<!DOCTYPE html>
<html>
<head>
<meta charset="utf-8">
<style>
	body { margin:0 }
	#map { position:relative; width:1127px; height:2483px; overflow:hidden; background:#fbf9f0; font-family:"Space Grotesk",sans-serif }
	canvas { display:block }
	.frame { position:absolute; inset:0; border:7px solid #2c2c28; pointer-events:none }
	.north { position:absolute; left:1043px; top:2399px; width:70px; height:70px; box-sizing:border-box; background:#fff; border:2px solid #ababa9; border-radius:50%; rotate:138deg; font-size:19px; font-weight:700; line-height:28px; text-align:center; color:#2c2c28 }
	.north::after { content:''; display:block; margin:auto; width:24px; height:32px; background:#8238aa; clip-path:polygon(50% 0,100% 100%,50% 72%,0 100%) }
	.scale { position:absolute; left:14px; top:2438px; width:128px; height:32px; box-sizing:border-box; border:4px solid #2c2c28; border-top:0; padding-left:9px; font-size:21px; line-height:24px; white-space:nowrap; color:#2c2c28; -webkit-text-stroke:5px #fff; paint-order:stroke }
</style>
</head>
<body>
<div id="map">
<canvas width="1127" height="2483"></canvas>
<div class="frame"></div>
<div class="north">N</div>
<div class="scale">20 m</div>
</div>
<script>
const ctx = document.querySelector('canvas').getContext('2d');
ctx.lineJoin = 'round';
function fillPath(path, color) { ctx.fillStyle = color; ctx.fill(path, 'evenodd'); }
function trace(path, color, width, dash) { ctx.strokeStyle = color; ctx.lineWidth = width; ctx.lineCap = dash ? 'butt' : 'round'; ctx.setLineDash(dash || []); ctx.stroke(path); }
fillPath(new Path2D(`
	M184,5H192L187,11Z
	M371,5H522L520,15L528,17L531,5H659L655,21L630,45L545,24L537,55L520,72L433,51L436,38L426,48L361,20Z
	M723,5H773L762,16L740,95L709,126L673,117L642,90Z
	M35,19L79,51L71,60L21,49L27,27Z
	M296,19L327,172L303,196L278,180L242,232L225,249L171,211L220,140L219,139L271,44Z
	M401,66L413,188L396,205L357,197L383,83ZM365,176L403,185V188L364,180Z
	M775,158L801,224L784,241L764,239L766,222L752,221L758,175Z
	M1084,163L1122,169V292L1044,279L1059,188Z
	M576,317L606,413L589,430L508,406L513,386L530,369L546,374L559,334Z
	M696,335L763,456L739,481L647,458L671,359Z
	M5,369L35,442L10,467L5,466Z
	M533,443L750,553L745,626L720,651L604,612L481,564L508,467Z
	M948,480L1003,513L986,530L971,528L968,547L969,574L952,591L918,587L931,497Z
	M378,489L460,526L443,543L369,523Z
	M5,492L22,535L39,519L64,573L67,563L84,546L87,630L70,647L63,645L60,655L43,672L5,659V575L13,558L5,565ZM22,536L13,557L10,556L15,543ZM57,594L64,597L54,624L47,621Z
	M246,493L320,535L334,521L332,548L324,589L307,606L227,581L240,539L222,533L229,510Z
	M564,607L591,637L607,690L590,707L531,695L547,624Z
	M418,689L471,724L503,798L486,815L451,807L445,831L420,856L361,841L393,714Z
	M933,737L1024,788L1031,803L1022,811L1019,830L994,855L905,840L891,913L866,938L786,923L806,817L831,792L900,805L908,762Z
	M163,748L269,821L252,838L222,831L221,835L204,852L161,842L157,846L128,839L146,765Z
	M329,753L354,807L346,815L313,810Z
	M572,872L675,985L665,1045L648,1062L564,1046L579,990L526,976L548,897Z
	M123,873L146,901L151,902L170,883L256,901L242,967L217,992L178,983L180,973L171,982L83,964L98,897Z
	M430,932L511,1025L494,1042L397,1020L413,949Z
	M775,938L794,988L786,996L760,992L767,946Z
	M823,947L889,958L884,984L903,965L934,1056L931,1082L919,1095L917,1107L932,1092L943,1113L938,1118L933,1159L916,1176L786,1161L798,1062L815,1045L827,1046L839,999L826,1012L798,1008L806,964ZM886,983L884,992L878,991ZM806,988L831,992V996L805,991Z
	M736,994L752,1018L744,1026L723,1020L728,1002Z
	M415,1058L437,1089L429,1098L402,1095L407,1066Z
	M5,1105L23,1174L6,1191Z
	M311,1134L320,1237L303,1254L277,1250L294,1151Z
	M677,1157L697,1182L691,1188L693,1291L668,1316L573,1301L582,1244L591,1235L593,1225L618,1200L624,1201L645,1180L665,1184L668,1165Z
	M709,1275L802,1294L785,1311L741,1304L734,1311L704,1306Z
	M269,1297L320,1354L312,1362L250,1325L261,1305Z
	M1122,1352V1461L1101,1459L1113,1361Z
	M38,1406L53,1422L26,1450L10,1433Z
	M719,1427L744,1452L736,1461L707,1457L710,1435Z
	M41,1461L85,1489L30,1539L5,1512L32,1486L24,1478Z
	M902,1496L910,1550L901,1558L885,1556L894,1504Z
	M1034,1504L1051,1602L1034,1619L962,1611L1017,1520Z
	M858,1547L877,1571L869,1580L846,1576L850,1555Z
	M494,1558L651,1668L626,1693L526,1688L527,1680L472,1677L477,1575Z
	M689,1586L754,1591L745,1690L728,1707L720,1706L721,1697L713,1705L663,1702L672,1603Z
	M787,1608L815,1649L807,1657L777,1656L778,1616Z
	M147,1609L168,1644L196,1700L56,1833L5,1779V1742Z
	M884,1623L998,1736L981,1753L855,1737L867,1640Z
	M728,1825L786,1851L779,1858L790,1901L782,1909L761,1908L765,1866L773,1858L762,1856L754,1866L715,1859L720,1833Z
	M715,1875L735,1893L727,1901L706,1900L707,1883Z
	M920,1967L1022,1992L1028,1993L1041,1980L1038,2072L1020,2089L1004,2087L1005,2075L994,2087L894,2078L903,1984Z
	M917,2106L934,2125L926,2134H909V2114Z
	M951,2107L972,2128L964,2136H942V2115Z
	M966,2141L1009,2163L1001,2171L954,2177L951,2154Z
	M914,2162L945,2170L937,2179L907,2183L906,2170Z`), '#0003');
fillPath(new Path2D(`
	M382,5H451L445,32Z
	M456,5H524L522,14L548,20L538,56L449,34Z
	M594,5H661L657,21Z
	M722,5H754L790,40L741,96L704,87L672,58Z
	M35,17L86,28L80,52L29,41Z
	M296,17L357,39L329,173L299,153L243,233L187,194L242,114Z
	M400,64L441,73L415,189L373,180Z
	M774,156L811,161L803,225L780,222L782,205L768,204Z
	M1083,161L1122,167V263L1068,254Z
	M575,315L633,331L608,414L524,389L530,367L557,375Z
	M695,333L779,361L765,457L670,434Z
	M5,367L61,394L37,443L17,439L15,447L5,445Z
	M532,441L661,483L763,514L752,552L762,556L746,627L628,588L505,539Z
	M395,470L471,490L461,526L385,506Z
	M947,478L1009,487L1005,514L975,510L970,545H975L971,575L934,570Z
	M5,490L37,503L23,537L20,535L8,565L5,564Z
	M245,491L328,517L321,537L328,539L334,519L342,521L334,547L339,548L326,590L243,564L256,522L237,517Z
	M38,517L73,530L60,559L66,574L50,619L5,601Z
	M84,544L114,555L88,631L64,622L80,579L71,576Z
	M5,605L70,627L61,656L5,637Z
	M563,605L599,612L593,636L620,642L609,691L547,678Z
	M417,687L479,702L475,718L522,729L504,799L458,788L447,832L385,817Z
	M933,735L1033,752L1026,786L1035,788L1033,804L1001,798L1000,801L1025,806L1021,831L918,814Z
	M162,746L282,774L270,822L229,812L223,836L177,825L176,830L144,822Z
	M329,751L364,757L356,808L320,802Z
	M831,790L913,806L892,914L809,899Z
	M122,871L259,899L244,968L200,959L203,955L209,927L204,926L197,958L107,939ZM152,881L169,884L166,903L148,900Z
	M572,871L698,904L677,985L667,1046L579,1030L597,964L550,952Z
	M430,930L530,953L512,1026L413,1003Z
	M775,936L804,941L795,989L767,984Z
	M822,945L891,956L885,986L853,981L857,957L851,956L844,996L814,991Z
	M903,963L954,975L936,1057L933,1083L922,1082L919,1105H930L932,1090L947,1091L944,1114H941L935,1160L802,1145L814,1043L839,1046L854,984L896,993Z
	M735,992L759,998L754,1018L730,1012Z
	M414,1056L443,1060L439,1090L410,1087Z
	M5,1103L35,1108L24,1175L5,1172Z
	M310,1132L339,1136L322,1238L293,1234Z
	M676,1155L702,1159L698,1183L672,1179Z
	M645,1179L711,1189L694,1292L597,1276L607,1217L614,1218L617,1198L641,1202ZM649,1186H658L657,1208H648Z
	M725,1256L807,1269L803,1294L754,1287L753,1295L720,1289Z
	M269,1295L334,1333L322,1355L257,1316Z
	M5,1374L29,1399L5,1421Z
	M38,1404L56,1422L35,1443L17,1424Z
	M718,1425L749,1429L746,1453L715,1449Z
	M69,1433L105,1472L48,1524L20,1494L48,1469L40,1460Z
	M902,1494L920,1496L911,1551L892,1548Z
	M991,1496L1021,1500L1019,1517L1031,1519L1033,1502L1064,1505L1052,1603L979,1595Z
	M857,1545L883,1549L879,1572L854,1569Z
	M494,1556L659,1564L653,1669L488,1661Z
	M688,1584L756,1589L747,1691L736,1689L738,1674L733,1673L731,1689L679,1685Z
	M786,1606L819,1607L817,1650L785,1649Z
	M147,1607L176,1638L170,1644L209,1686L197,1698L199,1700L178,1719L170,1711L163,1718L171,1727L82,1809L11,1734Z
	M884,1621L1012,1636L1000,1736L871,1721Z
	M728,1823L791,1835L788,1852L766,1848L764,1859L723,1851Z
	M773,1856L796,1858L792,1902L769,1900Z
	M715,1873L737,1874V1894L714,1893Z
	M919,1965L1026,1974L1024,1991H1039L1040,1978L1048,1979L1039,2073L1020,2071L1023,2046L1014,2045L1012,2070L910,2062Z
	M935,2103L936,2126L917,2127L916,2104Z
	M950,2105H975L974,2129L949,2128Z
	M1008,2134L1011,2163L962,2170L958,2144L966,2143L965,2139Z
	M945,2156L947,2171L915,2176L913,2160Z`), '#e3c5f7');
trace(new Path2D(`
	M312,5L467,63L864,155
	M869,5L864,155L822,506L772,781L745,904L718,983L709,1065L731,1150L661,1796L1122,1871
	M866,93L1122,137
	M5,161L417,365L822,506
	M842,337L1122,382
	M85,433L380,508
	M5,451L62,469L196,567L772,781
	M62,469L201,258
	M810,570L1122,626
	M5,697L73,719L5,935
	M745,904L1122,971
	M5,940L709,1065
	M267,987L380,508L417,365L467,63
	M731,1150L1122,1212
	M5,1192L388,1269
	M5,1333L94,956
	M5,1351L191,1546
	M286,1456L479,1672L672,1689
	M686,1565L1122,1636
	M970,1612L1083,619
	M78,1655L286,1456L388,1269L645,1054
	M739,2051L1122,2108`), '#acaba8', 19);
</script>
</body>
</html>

▸ AIM OF THE EXERCISE
Which lines in the material contain the word "margin"? Pull each of them out.

▸ TASK OUTPUT
	body { margin:0 }
	.north::after { content:''; display:block; margin:auto; width:24px; height:32px; background:#8238aa; clip-path:polygon(50% 0,100% 100%,50% 72%,0 100%) }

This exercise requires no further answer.